WHAT TO DO. The result should be every line of the listing that contains "labels".
━━━━━━
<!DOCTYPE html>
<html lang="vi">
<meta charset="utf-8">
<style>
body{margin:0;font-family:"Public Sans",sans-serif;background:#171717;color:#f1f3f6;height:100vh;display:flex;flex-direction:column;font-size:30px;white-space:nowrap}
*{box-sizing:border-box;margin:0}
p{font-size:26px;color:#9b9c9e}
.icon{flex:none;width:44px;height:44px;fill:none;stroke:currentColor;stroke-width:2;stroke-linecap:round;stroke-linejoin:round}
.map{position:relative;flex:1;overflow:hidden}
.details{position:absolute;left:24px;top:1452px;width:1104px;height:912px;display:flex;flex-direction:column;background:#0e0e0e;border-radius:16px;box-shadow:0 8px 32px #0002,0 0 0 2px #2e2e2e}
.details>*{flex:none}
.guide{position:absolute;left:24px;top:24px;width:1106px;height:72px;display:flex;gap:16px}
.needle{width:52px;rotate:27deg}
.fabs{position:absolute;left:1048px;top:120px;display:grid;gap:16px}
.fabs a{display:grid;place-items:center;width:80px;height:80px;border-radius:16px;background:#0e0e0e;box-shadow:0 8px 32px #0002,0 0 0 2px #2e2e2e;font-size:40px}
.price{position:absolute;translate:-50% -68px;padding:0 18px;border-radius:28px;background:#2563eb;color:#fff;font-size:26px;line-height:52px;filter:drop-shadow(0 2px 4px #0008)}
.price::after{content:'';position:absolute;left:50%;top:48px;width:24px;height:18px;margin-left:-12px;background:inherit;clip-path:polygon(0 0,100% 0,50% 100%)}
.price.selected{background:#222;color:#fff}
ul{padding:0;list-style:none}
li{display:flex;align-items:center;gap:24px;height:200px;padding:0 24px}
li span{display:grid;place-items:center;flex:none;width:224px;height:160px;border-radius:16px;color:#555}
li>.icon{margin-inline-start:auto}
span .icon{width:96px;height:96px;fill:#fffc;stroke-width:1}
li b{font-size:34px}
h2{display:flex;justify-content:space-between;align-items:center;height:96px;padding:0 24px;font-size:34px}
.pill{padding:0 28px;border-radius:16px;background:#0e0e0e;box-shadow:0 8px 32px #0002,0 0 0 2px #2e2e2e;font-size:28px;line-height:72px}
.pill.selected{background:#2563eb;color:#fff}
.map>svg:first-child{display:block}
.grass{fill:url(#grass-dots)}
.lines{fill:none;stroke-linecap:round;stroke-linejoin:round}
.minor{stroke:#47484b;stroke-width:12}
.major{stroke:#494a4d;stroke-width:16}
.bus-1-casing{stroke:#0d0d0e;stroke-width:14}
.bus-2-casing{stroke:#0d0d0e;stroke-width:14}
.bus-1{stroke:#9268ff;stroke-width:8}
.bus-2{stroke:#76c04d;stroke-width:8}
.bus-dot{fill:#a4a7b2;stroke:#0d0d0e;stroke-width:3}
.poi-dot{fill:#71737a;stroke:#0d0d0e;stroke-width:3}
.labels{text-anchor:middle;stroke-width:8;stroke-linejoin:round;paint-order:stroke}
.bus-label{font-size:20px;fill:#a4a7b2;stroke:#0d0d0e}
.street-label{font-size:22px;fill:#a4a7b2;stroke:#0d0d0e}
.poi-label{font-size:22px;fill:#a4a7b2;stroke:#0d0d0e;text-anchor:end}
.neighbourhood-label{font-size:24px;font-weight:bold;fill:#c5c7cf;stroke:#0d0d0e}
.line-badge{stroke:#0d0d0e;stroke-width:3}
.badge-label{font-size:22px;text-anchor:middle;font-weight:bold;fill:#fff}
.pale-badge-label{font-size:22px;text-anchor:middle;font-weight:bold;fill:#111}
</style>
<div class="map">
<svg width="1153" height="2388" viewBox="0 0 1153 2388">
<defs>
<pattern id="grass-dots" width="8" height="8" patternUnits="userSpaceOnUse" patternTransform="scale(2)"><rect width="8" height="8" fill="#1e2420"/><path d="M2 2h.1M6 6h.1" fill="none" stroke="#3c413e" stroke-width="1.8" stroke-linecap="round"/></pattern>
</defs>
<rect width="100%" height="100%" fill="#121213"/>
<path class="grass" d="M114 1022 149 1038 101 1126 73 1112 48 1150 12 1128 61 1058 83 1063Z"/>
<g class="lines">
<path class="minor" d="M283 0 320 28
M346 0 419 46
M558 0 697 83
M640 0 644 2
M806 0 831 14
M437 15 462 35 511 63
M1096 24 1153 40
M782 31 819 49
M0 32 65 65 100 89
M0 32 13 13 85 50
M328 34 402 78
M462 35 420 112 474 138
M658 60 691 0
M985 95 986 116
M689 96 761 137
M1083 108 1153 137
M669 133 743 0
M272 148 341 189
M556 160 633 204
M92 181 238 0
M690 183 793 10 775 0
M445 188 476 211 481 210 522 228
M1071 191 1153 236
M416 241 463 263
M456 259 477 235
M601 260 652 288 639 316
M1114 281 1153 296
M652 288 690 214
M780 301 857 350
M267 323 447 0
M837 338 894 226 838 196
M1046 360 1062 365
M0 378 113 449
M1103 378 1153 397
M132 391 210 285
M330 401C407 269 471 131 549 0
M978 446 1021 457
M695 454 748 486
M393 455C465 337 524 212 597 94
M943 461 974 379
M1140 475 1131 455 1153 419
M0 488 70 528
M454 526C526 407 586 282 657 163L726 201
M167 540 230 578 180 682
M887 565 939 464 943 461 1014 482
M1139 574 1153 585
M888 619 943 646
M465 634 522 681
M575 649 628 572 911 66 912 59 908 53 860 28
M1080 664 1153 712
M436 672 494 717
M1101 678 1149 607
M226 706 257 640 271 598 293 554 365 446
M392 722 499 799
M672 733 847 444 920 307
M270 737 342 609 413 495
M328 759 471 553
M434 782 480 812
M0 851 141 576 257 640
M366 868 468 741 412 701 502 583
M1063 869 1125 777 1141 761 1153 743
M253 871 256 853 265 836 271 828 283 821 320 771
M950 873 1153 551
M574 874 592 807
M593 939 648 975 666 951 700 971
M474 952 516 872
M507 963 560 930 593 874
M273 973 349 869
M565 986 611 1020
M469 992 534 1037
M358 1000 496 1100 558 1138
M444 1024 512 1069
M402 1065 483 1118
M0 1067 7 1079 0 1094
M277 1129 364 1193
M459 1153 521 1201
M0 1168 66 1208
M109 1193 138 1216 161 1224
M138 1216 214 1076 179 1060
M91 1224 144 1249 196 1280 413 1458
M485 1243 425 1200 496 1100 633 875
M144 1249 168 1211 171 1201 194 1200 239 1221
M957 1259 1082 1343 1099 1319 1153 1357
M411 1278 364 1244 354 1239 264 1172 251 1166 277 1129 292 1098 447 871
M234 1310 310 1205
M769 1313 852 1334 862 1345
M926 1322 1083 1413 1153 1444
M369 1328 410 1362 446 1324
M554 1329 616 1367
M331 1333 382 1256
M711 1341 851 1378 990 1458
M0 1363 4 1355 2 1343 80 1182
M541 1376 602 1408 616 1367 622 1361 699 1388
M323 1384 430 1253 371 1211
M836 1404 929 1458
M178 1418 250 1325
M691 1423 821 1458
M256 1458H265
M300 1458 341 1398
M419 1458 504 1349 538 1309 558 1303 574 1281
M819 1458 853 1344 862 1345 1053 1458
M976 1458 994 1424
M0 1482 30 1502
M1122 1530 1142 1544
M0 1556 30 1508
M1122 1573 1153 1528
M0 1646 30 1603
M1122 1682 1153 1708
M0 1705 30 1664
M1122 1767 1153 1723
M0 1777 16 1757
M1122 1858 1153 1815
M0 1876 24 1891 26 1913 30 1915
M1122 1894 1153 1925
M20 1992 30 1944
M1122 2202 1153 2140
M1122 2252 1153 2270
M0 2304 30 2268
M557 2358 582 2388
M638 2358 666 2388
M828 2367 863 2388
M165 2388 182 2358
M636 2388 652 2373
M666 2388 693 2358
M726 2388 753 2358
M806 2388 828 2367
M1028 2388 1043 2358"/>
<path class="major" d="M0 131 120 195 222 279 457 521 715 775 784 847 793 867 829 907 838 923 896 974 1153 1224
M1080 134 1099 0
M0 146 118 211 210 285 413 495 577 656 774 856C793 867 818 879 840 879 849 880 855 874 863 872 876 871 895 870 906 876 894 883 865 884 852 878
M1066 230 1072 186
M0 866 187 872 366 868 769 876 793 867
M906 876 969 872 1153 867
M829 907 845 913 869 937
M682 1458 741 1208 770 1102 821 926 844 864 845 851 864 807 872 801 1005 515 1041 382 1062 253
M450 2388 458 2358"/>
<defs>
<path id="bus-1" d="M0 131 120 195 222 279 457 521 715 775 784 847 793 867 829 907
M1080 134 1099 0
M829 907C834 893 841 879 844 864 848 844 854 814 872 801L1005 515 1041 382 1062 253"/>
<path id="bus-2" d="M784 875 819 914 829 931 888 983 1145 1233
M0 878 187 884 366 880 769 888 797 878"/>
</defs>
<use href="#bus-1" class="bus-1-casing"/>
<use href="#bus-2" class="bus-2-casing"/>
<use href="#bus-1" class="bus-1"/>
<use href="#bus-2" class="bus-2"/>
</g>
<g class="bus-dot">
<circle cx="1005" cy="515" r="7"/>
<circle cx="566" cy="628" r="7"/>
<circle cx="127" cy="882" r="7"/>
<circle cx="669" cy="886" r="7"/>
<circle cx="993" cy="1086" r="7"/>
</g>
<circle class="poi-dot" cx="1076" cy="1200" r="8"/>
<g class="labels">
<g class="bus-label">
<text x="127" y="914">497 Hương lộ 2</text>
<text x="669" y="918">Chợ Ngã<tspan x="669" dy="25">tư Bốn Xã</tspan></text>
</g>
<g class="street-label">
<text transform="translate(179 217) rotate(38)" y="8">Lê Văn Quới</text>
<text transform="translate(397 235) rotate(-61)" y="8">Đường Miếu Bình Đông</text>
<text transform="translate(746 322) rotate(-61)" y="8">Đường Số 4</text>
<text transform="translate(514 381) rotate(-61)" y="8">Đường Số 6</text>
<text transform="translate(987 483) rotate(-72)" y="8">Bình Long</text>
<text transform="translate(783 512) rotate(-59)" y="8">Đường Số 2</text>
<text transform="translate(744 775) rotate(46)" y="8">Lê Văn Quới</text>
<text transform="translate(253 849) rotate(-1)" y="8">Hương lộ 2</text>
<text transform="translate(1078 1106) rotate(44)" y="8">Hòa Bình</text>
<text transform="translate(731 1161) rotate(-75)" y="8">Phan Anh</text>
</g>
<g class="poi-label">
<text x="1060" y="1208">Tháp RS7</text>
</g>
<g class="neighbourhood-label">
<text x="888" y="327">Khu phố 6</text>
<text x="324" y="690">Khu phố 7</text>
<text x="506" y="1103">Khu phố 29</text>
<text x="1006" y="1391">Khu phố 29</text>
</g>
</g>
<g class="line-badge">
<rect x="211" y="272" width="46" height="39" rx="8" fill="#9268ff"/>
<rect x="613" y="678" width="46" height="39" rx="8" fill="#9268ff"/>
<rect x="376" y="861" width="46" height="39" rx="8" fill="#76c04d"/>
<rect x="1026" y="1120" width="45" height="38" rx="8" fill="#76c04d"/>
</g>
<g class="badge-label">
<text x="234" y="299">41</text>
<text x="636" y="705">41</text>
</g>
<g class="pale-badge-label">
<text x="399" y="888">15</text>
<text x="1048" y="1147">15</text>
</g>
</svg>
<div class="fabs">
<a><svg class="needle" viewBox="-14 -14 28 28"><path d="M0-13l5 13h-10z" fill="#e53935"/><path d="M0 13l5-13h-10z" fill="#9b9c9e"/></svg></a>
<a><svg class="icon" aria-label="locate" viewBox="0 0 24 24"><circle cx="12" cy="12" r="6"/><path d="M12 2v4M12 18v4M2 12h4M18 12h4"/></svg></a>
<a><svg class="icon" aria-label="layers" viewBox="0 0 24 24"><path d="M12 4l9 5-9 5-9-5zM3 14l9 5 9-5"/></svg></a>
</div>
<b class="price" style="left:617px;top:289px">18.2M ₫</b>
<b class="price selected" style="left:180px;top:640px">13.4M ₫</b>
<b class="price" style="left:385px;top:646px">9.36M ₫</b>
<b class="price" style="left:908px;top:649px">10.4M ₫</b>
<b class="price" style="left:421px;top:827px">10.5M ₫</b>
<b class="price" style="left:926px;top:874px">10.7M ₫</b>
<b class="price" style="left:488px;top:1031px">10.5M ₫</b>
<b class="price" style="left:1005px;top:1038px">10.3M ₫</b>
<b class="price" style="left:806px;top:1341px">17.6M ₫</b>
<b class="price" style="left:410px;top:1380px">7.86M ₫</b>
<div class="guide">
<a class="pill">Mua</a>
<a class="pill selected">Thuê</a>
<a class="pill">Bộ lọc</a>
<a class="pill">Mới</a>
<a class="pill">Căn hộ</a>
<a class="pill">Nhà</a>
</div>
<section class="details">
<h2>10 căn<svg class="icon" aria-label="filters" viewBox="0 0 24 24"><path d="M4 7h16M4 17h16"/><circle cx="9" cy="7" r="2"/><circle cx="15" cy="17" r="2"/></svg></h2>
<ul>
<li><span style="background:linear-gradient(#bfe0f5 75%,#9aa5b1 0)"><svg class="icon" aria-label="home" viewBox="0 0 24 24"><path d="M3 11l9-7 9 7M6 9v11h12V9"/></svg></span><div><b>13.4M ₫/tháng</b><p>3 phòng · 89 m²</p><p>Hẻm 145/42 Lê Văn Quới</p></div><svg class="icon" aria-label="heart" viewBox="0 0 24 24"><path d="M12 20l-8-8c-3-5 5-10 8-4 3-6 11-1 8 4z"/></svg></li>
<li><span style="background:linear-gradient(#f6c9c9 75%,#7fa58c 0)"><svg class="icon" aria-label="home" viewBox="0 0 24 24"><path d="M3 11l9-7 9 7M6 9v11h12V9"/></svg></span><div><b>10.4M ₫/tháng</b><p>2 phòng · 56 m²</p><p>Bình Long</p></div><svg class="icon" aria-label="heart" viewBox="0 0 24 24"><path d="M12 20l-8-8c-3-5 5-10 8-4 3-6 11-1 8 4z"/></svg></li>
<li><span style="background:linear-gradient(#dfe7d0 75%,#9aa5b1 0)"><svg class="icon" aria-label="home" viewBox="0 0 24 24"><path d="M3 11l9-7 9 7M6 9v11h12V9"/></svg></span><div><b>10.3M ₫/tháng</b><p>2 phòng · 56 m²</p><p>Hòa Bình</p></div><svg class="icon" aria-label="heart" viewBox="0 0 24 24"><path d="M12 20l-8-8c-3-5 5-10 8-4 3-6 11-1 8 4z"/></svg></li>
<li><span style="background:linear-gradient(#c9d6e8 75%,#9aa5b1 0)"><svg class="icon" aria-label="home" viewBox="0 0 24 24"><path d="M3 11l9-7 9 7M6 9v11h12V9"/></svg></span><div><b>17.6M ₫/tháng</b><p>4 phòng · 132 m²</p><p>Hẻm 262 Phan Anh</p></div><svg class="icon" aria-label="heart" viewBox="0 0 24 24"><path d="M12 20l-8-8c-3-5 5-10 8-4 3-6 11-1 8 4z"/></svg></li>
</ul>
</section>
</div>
━━━━━━
WRITTEN RESPONSE.
.labels{text-anchor:middle;stroke-width:8;stroke-linejoin:round;paint-order:stroke}
<g class="labels">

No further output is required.